Am Sonntagabend reisen Bundeskanzler Karl Nehammer und Innenminister Gerhard Karner zum Lokalaugenschein zur bulgarisch-türkischen Grenze.
Österreich will Bulgarien beim Grenzschutz unterstützen, unter anderem durch EU-Mittel für Zaunanlagen und mehr Kapazitäten der EU-Grenzschutzbehörde Frontex. Österreich hat wegen der illegalen Migration im Dezember ein Veto gegen den Schengen-Beitritt Bulgariens und Rumäniens eingelegt.
Nehammer und Karner reisen nach Bulgarien
Den Besuch in Bulgarien hatte Nehammer bereits beim Besuch des bulgarischen Präsidenten Rumen Radew zum Neujahrskonzert in Wien angekündigt. Der Kanzler will im Zuge des Aufenthalts an der Grenze und in Sofia am Montag neuerlich mit Radew und anschließend auch mit dem bulgarischen Ministerpräsidenten Galab Donew das Thema besprechen.
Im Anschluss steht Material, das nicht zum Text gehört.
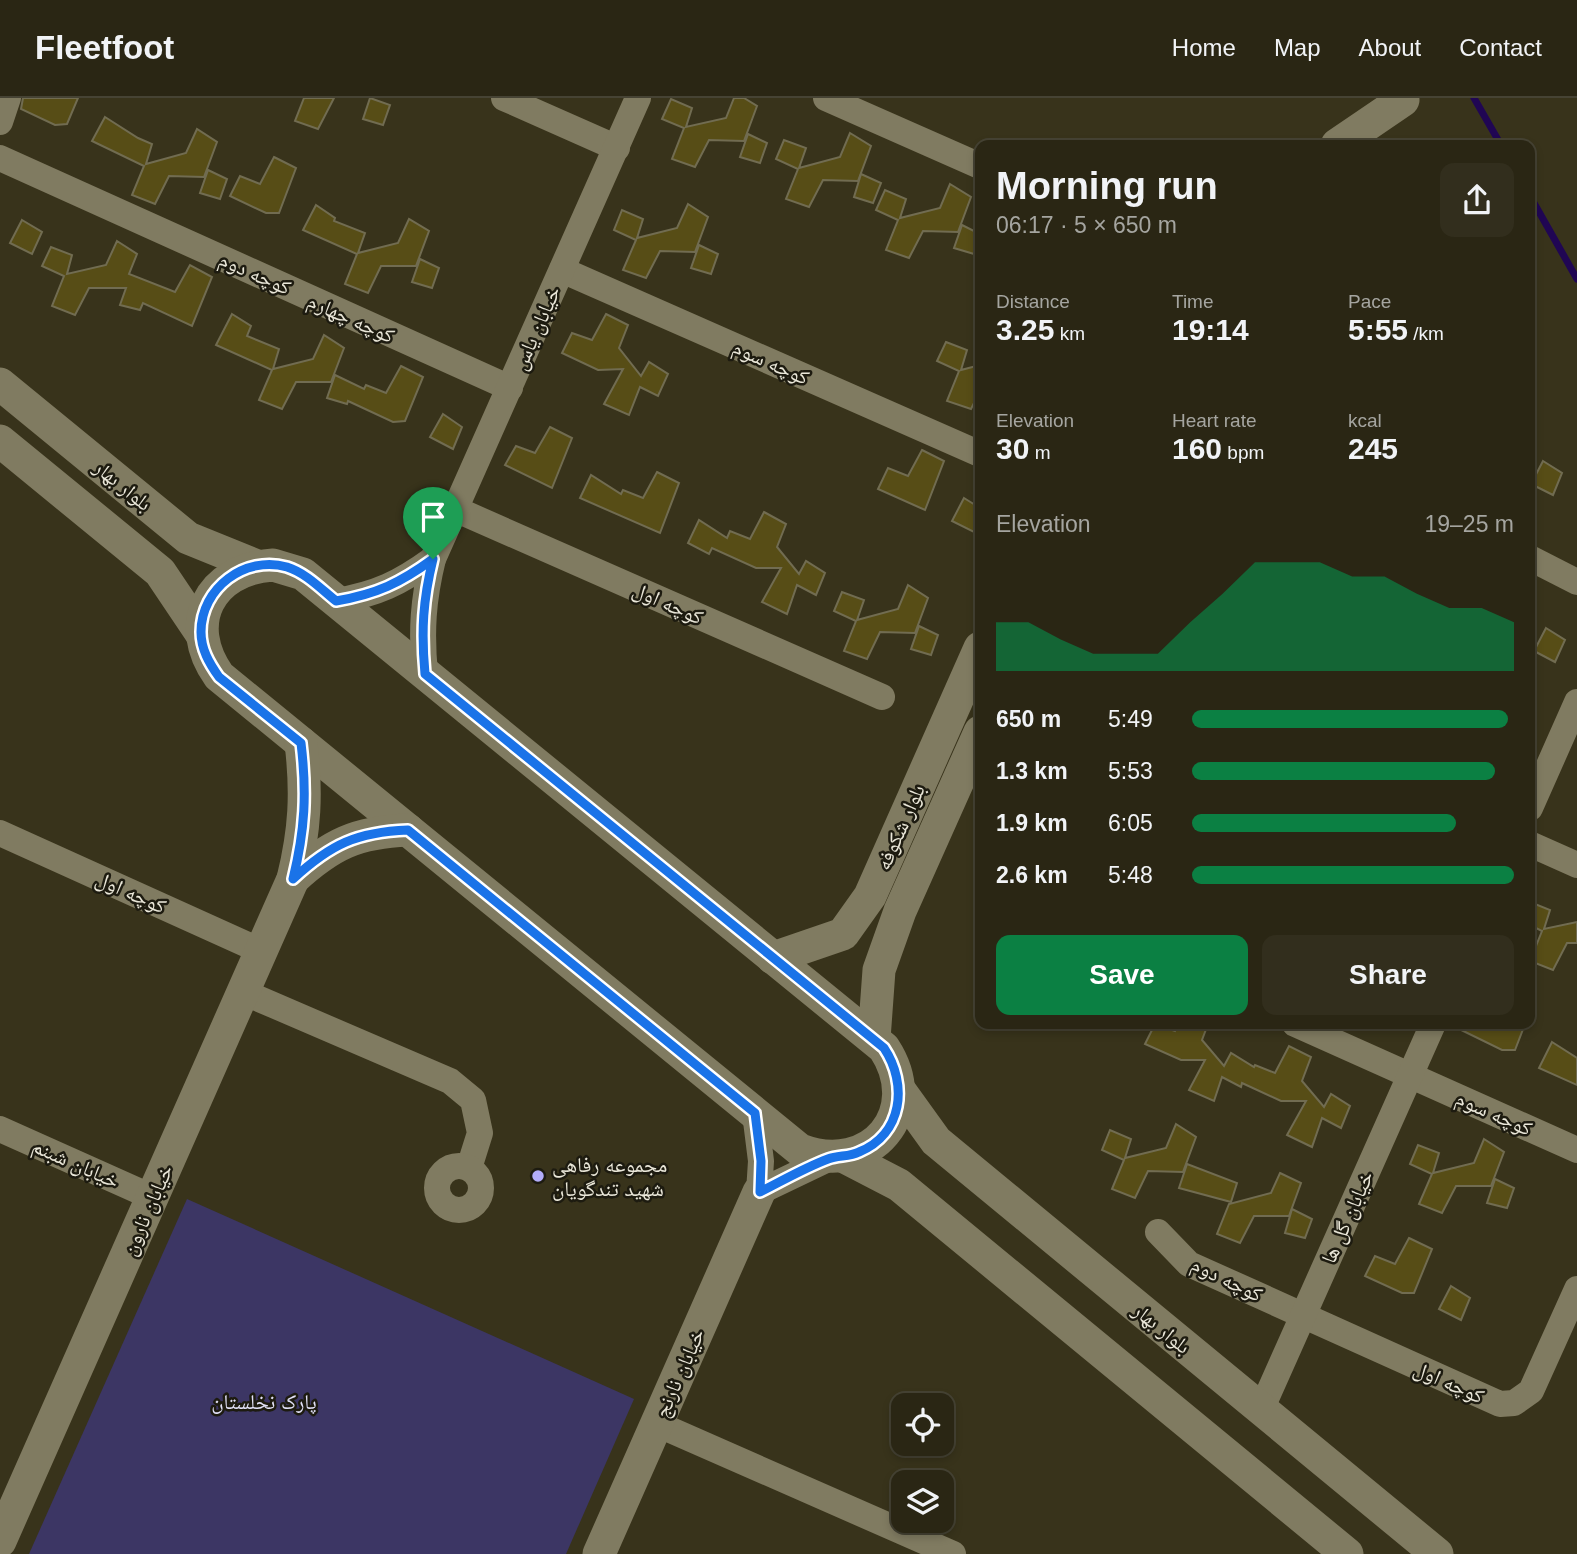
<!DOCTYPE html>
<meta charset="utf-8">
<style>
:root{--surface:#2a2614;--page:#322e1d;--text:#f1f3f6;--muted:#a5a5a0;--line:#464334;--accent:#0b8043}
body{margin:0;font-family:Arial,"Noto Naskh Arabic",sans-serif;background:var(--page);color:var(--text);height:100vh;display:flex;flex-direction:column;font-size:26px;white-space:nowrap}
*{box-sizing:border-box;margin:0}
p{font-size:23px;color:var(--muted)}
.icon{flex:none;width:38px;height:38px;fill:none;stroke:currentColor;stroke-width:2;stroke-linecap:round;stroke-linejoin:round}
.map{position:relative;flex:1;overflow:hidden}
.details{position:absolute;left:975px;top:42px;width:560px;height:889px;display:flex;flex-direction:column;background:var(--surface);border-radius:14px;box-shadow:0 4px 10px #0003,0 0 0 2px var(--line)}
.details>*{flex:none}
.controls{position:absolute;left:891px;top:1295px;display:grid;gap:14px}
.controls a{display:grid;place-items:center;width:63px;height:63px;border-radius:14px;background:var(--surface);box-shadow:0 4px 10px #0003,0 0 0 2px var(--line);font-size:35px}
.pin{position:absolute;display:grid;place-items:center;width:60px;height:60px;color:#fff;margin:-72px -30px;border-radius:50% 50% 50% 0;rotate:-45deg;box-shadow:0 0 7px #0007}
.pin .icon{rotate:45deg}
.round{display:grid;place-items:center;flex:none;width:74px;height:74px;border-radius:14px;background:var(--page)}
.summary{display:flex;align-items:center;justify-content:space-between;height:119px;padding:0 21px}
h1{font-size:38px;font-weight:700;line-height:52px}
.stats{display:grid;grid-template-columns:repeat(3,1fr);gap:10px;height:119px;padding:7px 21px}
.stats div{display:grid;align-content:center}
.stats b{font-size:30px;font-weight:700}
.stats small{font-size:19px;font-weight:400}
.stats p{font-size:19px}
.chart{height:196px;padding:14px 21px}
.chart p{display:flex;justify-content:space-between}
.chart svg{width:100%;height:126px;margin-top:7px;fill:var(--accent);opacity:.7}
.primary-button{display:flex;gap:14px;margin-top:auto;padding:14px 21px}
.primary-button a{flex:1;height:80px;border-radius:14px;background:var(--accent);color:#fff;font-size:28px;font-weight:700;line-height:80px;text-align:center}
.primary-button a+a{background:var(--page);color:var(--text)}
ul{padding:0 21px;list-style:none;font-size:23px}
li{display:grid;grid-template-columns:112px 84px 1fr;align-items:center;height:52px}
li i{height:18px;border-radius:9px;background:var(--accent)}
header{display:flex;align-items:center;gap:42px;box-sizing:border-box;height:98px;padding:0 35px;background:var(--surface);border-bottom:2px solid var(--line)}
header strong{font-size:33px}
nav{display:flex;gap:38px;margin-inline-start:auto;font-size:24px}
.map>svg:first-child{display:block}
.green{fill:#3c3664}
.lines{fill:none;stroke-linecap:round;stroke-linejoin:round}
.stream{stroke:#200653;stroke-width:7}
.building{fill:#574d16;stroke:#716c51;stroke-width:2}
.minor{stroke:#807b61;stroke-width:26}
.tertiary{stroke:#807b61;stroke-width:33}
.route-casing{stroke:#fff;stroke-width:14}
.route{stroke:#1a73e8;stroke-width:9}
.poi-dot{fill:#b3adf9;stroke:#1d1b10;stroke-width:2.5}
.labels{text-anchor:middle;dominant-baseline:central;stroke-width:5;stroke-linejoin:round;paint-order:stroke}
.street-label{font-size:21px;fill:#eae7d9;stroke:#1d1b10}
.poi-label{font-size:21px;fill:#eae7d9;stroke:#1d1b10;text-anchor:start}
.park-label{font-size:21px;fill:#e2e1f7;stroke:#1d1b10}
</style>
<header>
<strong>Fleetfoot</strong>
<nav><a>Home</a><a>Map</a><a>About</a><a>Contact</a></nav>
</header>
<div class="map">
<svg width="1577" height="1456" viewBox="0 0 1577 1456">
<rect width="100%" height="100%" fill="#38331b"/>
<polygon class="green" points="187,1101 634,1301 566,1456 29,1456"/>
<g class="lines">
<g class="stream">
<polyline points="1474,0 1501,47"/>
<polyline points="1530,98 1577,181"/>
</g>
</g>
<g class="building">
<polygon points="23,0 78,0 67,26 55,27 21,11"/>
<polygon points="304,0 334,0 318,31 295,23"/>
<polygon points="370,0 390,7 383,27 363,21"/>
<polygon points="734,0 744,0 757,8 744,43 709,42 695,69 672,61 684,30 662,21 671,1 692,10 686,29 726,20"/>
<polygon points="105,19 138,40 152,46 146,66 186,55 197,31 217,44 204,79 169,78 155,106 132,97 144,68 92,43"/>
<polygon points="850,35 871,48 858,83 823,82 809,109 786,101 798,71 776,61 784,42 806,50 799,70 840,59"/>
<polygon points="748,36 767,45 760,65 740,59"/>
<polygon points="274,59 296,70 279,115 266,115 230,98 240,78 260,86"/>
<polygon points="208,72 227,81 220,101 200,95"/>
<polygon points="861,76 881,85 873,105 854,99"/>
<polygon points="950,86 971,99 958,134 923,133 909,160 886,152 898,122 876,112 885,92 906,101 900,120 940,110"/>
<polygon points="688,106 708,119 695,154 660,153 646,180 623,172 636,142 614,132 622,112 643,121 637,140 677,130"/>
<polygon points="316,107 335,120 334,123 365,135 358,155 398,145 409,121 429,133 416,168 381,168 368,195 345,186 357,156 303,132"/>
<polygon points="22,122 42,134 32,156 10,145"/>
<polygon points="962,127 980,136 974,156 954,150"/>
<polygon points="117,143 137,156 129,176 175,194 190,167 212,179 192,228 143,205 140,212 120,207 126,190 89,190 75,217 52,208 64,178 42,168 51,149 72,157 67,176 106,167"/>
<polygon points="699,147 718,156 711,176 691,170"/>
<polygon points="420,161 439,170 432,190 412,184"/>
<polygon points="232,216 251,228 247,238 279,251 273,271 313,261 324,237 344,250 331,284 296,284 282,311 259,302 272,272 216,247"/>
<polygon points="606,216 628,227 619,250 641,278 649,264 668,276 658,298 640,289 629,317 604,306 623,271 598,272 562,255 572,235 592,242"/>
<polygon points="946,244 967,252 961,272 980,267 980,293 971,311 947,303 959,273 937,263"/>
<polygon points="401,268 423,279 405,323 393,324 348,303 347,306 327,300 335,277 364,291 366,287 386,295"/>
<polygon points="443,316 462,329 453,351 430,339"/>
<polygon points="550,329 572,340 552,390 505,367 516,348 535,355"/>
<polygon points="922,352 944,363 925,412 878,391 888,370 908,378"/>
<polygon points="1543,363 1562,375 1553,397 1531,386"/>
<polygon points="657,374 679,385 660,435 580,400 591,377 621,396 623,392 643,400"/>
<polygon points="964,400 980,410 980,421 974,434 952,423"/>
<polygon points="764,414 786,426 777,449 799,476 806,463 825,475 816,497 797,487 787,516 762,504 781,470 756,470 712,450 709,456 688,445 699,422 727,440 730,433 750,441"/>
<polygon points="908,487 928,500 915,535 880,534 867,561 844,553 856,523 834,513 842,494 864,502 857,522 898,511"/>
<polygon points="919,528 938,537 931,557 911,551"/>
<polygon points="1546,530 1565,542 1555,564 1534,553"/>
<polygon points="1530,804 1550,812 1544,831 1577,824 1577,845 1567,845 1553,872 1530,863 1542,833 1530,827"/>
<polygon points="1155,926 1175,933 1179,926 1208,926 1202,942 1224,968 1231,955 1254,969 1255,967 1275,975 1289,948 1311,959 1302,983 1324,1009 1331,996 1350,1008 1341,1030 1322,1020 1312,1049 1287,1037 1306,1003 1281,1003 1242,985 1241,989 1222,979 1214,1003 1189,992 1205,962 1181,962 1145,946"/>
<polygon points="1449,926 1525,926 1515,952 1502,952"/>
<polygon points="1552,944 1577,960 1577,987 1539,970"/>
<polygon points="1176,1026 1196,1039 1183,1074 1148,1073 1135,1100 1112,1091 1124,1062 1102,1052 1110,1032 1131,1041 1125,1060 1166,1050"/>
<polygon points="1484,1041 1504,1054 1491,1088 1456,1088 1442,1115 1419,1106 1432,1076 1410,1066 1418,1047 1439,1055 1433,1075 1474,1065"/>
<polygon points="1187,1066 1237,1085 1231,1104 1179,1090"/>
<polygon points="1280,1075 1301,1085 1289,1118 1254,1118 1240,1145 1217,1136 1229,1106 1271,1095"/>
<polygon points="1495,1081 1514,1090 1507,1110 1487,1105"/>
<polygon points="1292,1111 1312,1121 1305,1140 1285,1135"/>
<polygon points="1409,1140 1432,1151 1414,1195 1402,1195 1365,1178 1375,1158 1395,1166"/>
<polygon points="1451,1188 1470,1200 1461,1222 1439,1211"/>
</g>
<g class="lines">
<g class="minor">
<polyline points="504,0 617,50"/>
<polyline points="826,0 980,68"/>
<polyline points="0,24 8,0"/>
<polyline points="0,60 510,290"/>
<polyline points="562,172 980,356"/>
<polyline points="455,411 882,599"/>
<polyline points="1530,460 1577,484"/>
<path d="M336,503C377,496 400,485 433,461"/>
<path d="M425,576C421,533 423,502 433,461L638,0"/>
<polyline points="1530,710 1577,604"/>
<polyline points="0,735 261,853"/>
<polyline points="1530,746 1577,767"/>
<polyline points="243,894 450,983 473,1002 480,1035 469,1070"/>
<polyline points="1295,926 1577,1052"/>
<polyline points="755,1015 761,1063 759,1094 830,1060"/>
<polyline points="0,1031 152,1099"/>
<circle cx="459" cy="1090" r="22"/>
<polyline points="1158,1134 1189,1166 1500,1306 1514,1305 1531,1293 1577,1191"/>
<polyline points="1261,1312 1433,926"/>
<polyline points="657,1326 953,1456"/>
</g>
<g class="tertiary">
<polyline points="1337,47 1403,2"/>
<polyline points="0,286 188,440 257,468"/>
<polyline points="0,343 160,474 201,535"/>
<path d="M273,467L303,476L884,950C926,1014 871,1079 800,1052L219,578C182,526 209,471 273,467Z"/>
<path d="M293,781C331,746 357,734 408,732"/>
<polyline points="773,860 843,836 870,798 980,550"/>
<polyline points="874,941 879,872 900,813 980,634"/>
<polyline points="900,993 936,1043 1437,1456"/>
<polyline points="845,1059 899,1087 1347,1456"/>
<path d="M0,1443L293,781C305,732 307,695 301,645"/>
<polyline points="599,1456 759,1094"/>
</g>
</g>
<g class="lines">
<defs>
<path id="route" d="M433,461C423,502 421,533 425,576L884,950C908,986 903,1036 859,1054C849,1059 838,1057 828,1061C804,1070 782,1083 760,1094L761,1063L755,1015L408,732C357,734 331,746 293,781C305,732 307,695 301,645L219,579C209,565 201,551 201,534C201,490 245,457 287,469C306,475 321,491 336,503C377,496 400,485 433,461Z"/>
</defs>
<use href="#route" class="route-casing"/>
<use href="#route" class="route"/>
</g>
<circle class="poi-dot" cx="538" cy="1078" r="7"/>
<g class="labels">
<g class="street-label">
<text transform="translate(255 175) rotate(24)">کوچه دوم</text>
<text transform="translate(351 220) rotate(24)">کوچه چهارم</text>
<text transform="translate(536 230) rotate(-66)">خیابان یاس</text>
<text transform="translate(771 264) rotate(24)">کوچه سوم</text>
<text transform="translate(123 387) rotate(39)">بلوار بهار</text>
<text transform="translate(668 505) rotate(24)">کوچه اول</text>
<text transform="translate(900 729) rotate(-66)">بلوار شکوفه</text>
<text transform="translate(131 794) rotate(24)">کوچه اول</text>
<text transform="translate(1494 1015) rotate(24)">کوچه سوم</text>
<text transform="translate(76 1065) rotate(24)">خیابان شبنم</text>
<text transform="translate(147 1112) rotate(-66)">خیابان نارون</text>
<text transform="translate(1347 1119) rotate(-66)">خیابان گل ها</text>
<text transform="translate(1227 1181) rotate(26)">کوچه دوم</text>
<text transform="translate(1162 1230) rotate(39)">بلوار بهار</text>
<text transform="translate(679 1275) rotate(-66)">خیابان نارنج</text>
<text transform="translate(1449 1284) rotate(24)">کوچه اول</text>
</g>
<g class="poi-label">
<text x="552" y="1066">مجموعه رفاهی<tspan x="552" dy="24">شهید تندگویان</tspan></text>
</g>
<g class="park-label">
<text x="264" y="1303">پارک نخلستان</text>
</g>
</g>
</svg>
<div class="controls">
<a><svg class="icon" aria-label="locate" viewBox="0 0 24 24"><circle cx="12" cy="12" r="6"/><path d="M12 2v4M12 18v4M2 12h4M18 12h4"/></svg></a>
<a><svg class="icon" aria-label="layers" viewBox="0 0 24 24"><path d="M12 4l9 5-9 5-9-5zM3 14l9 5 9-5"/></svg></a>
</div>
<div class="pin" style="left:433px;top:461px;background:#1e9e55"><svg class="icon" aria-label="arrive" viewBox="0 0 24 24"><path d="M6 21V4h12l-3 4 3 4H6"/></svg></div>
<section class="details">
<div class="summary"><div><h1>Morning run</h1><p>06:17 · 5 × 650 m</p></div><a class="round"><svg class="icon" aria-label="share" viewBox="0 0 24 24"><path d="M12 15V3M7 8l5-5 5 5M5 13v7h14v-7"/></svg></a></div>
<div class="stats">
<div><p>Distance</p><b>3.25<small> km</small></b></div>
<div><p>Time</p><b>19:14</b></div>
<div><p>Pace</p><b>5:55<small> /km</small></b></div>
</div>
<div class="stats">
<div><p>Elevation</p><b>30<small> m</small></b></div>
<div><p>Heart rate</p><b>160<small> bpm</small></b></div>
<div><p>kcal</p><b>245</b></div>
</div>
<div class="chart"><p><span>Elevation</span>19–25 m</p>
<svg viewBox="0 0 160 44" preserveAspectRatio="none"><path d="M0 44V27L10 27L20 33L30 38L40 38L50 38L60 27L70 17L80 6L90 6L100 6L110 11L120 11L130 17L140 22L150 22L160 27V44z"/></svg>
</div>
<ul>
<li><b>650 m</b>5:49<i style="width:98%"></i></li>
<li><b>1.3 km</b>5:53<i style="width:94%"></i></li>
<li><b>1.9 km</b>6:05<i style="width:82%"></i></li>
<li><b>2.6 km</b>5:48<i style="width:100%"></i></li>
</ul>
<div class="primary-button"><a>Save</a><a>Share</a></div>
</section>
</div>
Der Besuch findet gut zwei Wochen vor einem EU-Sondergipfel in Brüssel zum Thema Migration statt. Innenminister Karner hatte am Dienstag in Warschau den neuen Frontex-Chef, Hans Leijtens, getroffen.
Sowohl in Bulgarien als auch in Rumänien hatte das österreichische Schengen-Veto für
Proteste und Enttäuschung gesorgt. Im Falle Bulgariens hatten auch die
Niederlande Bedenken gegen einen Schengen-Beitritt zum Ausdruck
gebracht. Beide Balkan-Länder zeigten sich nichtsdestotrotz überzeugt
davon, noch in diesem Jahr dem grenzkontrollfreien Schengen-Raum
beitreten zu können. Ein späterer Termin gilt wegen der Europawahlen
2024 als schwierig. Wegen der engen Verflochtenheit will die EU auch
beide Länder gemeinsam in Schengen aufnehmen.
Rumänien gab Rückkehr seines Botschafters bekannt
Rumänien gab am
Donnerstag die Rückkehr seines Botschafters in Österreich, Emil
Hurezeanu, auf seinen Posten bekannt. Hurezeanu war nach Wiens Veto zu
Beratungen nach Bukarest beordert worden.
In der Causa hat
mittlerweile auch das an Bulgarien grenzende Griechenland eine
Initiative gestartet. Der griechische Migrationsminister Notis Mitarakis
besuchte kürzlich Nehammer und Karner in Wien, um für
den Beitritt Rumäniens und Bulgariens zum Schengen-Raum zu werben. Auch
Mitarakis befürwortet eine stärkere EU-Unterstützung Bulgariens beim
Schutz der EU-Außengrenze.
Beide Länder hatten aus Sicht der EU-Kommission und des Europaparlaments alle Bedingungen für
einen Schengen-Beitritt erfüllt. Dagegen beklagt Österreich, dass das
Schengen-System aufgrund der hohen Zahl nicht-registrierter Migranten
nicht mehr funktioniere.
Lokalaugenschein an bulgarisch-türkischer Grenze
Differenzen bestehen allerdings über die
von Österreich ins Spiel gebrachten Zahlen. Österreich argumentiert,
dass in Österreich 2022 mehr als 100.000 Migranten aufgegriffen worden
seien. Laut Innenministerium kamen 40 Prozent aus der Türkei über
Bulgarien, vor allem Menschen aus Afghanistan, Syrien, Marokko, Ägypten
und Somalia. Der bulgarische Migrationsforscher Tihomir Bezlov
bezweifelte dies und forderte, sich die Zahlen der irregulären Migranten
genauer anzuschauen. Das österreichische Innenministerium reagierte mit
einem Verweis auf die hohen Dunkelziffern.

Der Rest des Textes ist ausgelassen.